All claims in this matter center around Coast's franchise agreement with MBUSA. Coast has admitted that "[t]he relationship between the adjudicated and unadjudicated claims is substantial." (Coast Motion at 7.) In its reply, Coast attempts to back away from this admission by now arguing that the only tie between the two sets of claims is the expert testimony that the Court disqualified in its earlier rulings. (Coast Reply at 3-4.) Coast argues that, at trial on the remaining counts, it would like to rely on this expert testimony to make certain arguments about MBUSA's bad faith in its dealings with Coast which it is unable to make because of the Court's earlier rulings. (Coast Motion at 4; Coast Reply at 6.) This assertion highlights how truly intertwined the issues that Coast seeks to appeal and the issues related to the remaining counts are. In such instances, piecemeal litigation is disfavored and final judgment pursuant to Rule 54(b) is inappropriate. See Gerardi v. Pelullo, 16 F.3d 1363, 1372 (3d Cir. 1994) ("[A] court should be particularly cautious in certifying as a final judgment on a claim which is not truly distinct from the claims on remaining issues, for even if the certified judgment is inherently final, the facts underlying the claim resulting in that judgment may be intertwined with the remaining issues."); Ortho-McNeil Parma, Inc. v. Kali Labs., Inc., 2007 WL 1814080 (D.N.J. June 20, 2007) ("Where the adjudicated and unadjudicated claims share significant similarities, such as involving the same parties, the same legal issues, or the same evidence, Rule 54(b) certification is disfavored.").

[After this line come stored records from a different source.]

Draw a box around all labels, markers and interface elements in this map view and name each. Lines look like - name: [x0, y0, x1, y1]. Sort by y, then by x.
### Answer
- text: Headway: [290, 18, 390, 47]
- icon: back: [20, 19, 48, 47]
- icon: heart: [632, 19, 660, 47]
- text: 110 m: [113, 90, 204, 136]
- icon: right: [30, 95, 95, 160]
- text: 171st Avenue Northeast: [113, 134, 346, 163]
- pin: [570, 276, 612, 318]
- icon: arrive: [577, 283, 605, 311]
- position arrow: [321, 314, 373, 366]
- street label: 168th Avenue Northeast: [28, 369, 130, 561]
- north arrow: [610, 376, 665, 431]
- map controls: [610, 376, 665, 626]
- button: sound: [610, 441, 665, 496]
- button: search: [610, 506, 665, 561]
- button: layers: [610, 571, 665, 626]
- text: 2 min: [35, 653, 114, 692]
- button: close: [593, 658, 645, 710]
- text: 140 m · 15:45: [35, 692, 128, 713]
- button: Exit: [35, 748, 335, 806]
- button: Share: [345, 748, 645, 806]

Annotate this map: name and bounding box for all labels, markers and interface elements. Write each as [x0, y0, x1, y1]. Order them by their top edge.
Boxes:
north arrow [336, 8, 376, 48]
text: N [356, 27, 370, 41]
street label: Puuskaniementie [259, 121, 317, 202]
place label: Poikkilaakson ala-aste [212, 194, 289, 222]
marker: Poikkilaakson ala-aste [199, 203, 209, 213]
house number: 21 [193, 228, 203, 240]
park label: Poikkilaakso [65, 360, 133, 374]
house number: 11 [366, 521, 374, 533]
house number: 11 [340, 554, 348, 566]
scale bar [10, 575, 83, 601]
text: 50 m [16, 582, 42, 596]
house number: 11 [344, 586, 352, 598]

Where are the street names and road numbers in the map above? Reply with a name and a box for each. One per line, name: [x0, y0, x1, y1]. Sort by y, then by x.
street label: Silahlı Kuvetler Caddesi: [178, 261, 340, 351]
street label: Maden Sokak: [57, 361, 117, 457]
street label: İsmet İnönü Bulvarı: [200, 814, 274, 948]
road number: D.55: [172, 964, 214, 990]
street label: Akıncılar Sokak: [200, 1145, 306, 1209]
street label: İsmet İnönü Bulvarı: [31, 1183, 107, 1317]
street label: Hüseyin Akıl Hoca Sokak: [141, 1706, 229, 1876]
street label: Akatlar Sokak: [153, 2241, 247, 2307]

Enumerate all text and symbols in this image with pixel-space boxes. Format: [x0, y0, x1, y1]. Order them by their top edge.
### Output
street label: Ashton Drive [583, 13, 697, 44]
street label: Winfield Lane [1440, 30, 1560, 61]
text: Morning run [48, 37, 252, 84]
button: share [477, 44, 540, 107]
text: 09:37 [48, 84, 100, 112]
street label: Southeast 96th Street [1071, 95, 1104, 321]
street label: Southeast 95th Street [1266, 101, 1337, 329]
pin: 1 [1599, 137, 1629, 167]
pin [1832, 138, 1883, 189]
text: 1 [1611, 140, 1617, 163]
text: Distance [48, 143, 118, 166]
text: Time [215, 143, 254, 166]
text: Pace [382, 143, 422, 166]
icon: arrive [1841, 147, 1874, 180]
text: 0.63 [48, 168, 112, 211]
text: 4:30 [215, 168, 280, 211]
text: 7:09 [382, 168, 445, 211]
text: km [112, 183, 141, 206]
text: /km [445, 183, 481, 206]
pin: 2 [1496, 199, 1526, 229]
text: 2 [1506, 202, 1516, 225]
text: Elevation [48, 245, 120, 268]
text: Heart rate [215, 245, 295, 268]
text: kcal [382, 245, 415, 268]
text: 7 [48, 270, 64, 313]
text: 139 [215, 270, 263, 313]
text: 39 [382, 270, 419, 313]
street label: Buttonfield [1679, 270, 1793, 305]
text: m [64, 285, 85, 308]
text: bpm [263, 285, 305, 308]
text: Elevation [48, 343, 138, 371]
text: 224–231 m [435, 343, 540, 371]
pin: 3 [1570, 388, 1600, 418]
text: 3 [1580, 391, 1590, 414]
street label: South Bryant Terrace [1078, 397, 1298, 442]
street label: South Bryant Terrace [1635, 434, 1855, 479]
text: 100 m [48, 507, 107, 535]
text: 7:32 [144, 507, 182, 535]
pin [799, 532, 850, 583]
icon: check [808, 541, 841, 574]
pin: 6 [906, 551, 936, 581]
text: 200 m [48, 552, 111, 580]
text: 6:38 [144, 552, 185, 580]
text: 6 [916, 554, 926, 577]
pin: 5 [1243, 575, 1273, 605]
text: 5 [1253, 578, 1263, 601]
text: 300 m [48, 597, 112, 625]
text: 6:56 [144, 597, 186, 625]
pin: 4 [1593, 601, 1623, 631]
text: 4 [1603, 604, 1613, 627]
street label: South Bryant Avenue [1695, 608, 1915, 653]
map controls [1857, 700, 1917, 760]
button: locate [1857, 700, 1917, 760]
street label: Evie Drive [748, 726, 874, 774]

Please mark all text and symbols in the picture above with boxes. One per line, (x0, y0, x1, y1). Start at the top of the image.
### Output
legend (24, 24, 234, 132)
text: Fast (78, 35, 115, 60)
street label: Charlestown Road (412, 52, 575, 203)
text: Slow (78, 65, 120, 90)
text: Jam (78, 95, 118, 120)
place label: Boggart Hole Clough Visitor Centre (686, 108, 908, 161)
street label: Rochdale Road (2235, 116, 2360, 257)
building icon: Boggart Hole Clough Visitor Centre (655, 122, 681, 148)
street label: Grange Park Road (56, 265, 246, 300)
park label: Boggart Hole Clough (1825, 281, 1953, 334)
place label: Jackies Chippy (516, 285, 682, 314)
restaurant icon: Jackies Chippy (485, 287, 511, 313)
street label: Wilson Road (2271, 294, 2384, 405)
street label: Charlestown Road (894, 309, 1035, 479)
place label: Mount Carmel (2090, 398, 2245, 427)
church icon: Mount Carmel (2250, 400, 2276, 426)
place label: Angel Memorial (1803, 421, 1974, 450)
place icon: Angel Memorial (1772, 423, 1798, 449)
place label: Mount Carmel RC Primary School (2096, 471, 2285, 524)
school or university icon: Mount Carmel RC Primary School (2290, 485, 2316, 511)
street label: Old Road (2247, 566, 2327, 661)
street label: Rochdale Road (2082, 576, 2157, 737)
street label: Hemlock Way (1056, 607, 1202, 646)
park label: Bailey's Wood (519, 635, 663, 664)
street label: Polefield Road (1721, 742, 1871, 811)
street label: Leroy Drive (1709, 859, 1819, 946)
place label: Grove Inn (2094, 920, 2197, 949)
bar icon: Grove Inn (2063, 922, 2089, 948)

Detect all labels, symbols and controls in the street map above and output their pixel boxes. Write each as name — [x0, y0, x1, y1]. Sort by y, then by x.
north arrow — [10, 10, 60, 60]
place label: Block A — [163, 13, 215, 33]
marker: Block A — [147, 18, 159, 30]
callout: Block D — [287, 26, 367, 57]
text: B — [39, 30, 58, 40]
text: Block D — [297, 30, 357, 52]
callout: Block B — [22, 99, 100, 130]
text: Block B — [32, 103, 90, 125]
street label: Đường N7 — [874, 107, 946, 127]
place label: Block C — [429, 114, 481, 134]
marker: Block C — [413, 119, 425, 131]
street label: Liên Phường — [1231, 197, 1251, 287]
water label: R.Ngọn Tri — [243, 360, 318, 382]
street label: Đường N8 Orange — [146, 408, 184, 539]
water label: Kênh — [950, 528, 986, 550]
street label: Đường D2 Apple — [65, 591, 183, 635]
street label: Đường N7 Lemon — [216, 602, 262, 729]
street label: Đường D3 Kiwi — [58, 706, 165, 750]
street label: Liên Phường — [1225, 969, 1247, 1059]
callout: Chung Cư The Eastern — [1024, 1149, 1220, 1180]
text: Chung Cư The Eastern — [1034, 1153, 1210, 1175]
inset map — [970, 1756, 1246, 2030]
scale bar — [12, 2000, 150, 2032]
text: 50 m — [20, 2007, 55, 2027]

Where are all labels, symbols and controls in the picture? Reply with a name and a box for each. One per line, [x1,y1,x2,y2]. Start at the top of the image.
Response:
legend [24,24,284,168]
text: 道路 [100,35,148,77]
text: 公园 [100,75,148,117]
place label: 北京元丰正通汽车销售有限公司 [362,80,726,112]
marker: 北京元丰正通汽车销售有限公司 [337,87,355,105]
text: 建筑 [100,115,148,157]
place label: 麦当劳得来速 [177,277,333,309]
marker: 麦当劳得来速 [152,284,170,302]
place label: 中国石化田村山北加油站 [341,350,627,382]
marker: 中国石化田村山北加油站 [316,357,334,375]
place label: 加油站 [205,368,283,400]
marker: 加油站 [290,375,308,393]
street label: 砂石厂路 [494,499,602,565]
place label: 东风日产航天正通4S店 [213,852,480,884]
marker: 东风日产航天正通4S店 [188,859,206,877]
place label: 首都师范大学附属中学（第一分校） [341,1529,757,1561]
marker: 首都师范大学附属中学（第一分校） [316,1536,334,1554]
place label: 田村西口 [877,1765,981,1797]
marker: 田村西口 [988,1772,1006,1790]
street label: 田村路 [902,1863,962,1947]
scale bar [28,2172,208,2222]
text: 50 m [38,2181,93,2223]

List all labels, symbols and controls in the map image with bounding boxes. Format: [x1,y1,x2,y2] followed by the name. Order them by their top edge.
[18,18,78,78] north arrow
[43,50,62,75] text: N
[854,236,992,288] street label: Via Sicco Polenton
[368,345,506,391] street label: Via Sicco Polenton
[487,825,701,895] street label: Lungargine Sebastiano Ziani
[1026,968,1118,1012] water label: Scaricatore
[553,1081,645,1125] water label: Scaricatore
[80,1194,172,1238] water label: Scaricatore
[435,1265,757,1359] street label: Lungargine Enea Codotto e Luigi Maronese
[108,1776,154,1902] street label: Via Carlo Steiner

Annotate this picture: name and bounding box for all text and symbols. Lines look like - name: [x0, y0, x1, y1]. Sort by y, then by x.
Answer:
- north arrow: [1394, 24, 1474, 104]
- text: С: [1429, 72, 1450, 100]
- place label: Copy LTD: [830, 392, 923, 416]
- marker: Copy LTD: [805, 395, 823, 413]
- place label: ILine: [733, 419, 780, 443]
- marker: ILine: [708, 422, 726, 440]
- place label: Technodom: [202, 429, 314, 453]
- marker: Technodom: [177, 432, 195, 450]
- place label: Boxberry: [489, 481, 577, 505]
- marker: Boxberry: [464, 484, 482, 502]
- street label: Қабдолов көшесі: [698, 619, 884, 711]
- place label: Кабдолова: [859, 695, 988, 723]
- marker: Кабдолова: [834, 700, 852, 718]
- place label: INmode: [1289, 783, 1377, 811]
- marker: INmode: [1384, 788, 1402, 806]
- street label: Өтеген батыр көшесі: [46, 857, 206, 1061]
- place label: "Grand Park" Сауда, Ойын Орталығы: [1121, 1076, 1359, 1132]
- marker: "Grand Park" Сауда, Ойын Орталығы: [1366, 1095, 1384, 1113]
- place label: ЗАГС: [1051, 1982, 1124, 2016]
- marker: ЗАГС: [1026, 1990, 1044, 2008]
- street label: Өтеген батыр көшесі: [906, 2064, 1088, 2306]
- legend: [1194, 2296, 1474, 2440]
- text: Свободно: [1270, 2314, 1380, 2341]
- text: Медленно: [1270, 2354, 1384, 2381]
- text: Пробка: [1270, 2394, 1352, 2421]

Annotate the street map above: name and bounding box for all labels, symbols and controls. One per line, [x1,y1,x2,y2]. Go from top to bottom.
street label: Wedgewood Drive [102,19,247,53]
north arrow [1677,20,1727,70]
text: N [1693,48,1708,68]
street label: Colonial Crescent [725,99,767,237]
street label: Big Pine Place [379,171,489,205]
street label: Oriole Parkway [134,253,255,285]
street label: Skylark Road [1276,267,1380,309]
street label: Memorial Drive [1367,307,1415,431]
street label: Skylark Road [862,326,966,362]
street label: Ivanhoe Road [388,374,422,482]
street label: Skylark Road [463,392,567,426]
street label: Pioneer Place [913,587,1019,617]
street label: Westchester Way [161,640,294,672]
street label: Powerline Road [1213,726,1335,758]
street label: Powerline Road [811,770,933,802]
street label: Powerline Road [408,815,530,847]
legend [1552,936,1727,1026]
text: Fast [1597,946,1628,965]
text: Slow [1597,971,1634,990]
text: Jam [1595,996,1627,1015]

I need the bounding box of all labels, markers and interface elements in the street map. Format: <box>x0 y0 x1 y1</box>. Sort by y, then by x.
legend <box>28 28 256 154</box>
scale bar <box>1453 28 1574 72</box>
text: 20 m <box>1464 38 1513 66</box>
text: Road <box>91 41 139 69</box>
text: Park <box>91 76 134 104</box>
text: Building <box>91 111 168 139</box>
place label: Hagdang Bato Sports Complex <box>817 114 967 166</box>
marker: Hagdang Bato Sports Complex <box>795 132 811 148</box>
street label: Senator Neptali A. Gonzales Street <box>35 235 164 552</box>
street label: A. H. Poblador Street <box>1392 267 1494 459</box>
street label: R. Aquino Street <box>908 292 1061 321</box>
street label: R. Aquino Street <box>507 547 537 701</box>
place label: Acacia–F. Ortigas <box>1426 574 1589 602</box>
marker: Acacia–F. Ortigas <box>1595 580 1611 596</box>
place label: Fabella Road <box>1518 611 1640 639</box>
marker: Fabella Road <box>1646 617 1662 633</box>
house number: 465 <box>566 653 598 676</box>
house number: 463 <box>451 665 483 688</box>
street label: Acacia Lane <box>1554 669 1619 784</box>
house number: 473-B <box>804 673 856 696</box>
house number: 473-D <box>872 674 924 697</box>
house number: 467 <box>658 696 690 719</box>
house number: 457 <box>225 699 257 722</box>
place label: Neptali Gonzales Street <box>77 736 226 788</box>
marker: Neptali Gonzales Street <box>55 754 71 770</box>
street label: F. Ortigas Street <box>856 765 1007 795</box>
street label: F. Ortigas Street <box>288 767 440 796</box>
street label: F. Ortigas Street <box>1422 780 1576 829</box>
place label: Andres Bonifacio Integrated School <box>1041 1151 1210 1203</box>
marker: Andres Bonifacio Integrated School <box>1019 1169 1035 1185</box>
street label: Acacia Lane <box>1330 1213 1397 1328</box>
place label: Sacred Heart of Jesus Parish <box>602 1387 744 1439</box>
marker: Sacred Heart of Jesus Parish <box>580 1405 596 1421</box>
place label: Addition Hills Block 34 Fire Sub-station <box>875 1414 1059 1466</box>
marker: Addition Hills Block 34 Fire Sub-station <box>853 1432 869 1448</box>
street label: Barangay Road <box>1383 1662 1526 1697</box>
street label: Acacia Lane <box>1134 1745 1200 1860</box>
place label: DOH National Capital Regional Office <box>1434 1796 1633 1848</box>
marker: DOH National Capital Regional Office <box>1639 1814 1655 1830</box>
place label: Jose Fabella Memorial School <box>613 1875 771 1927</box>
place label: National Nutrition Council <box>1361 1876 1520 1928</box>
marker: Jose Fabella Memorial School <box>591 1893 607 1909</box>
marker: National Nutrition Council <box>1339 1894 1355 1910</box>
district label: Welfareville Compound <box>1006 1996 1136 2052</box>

This case has dragged on for over eight years and is now on the eve of trial. Judicial economy and the age of this case require that this matter be resolved expeditiously. Coast's inept attempt at "blackmail" — that it will not settle — is misplaced. Whether this matter is settled is within the discretion of the parties and of no moment to this Court. It will certainly in no way affect the Court's rulings and determinations. The parties are to proceed to try Counts III and IV of Coast's counterclaim. After the trial judgment any party may seek relief by Circuit review.

CONCLUSION

For the preceding reasons, Coast's motion for entry of final judgment is denied.


Summaries of

Mercedes Benz USA LLC v. Coast Automotive Group LTD

United States District Court, D. New Jersey
Oct 15, 2007
Civil Action No. 99-3121 (WHW) (D.N.J. Oct. 15, 2007)
Case details for

Mercedes Benz USA LLC v. Coast Automotive Group LTD

Case Details

Full title:MERCEDES BENZ USA LLC, Plaintiff/Counter-claim Defendant, v. COAST…

Court:United States District Court, D. New Jersey

Date published: Oct 15, 2007

Citations

Civil Action No. 99-3121 (WHW) (D.N.J. Oct. 15, 2007)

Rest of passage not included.